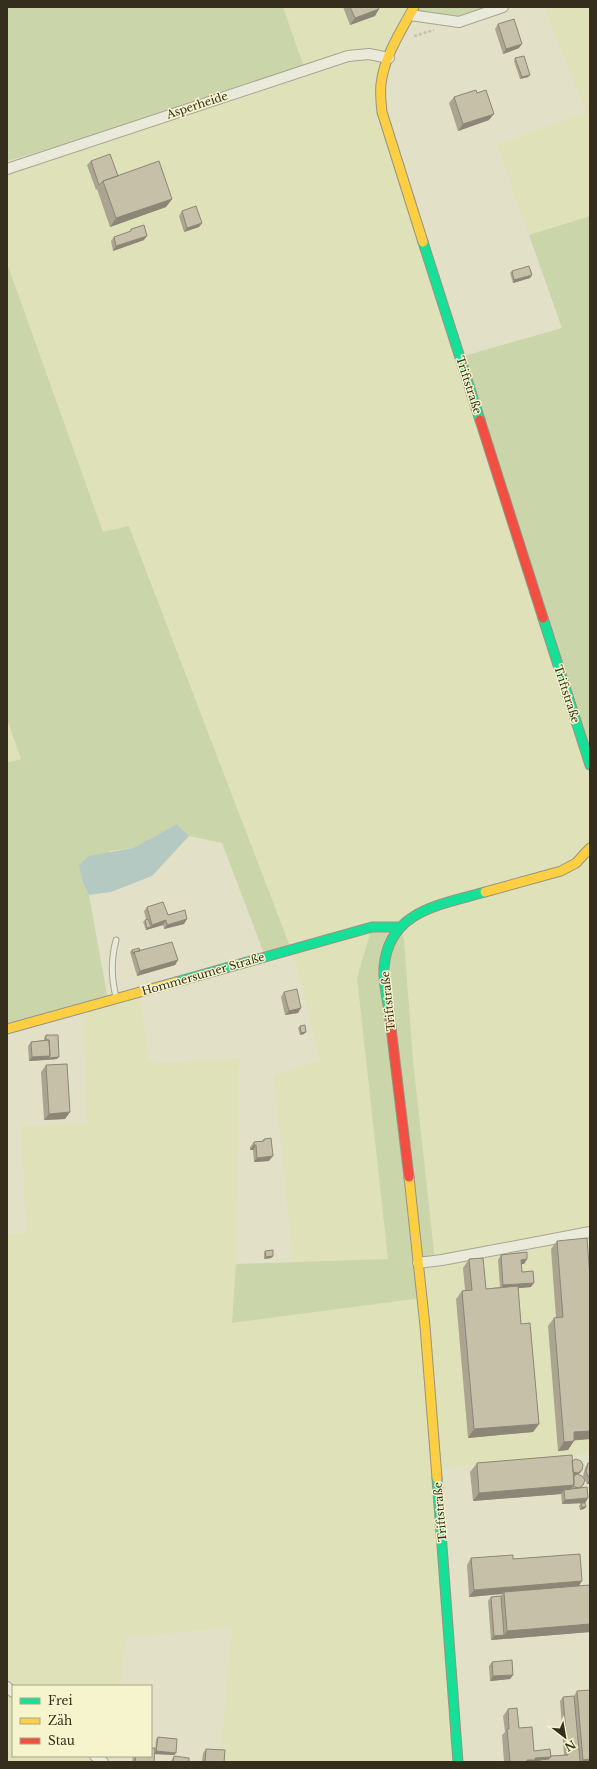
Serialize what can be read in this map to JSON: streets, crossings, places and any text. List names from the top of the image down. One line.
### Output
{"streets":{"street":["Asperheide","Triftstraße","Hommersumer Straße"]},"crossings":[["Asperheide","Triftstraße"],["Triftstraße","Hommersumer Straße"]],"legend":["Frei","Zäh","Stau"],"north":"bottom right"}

**********

Since the pictures are not wanted, repeat only the rest of the material, exactly as given.

Serialize what can be read in this map to JSON: streets, crossings, places and any text. List names from the top of the image down. One line.
### Output
{"streets":{"street":["Asperheide","Triftstraße","Hommersumer Straße"]},"crossings":[["Asperheide","Triftstraße"],["Triftstraße","Hommersumer Straße"]],"legend":["Frei","Zäh","Stau"],"north":"bottom right"}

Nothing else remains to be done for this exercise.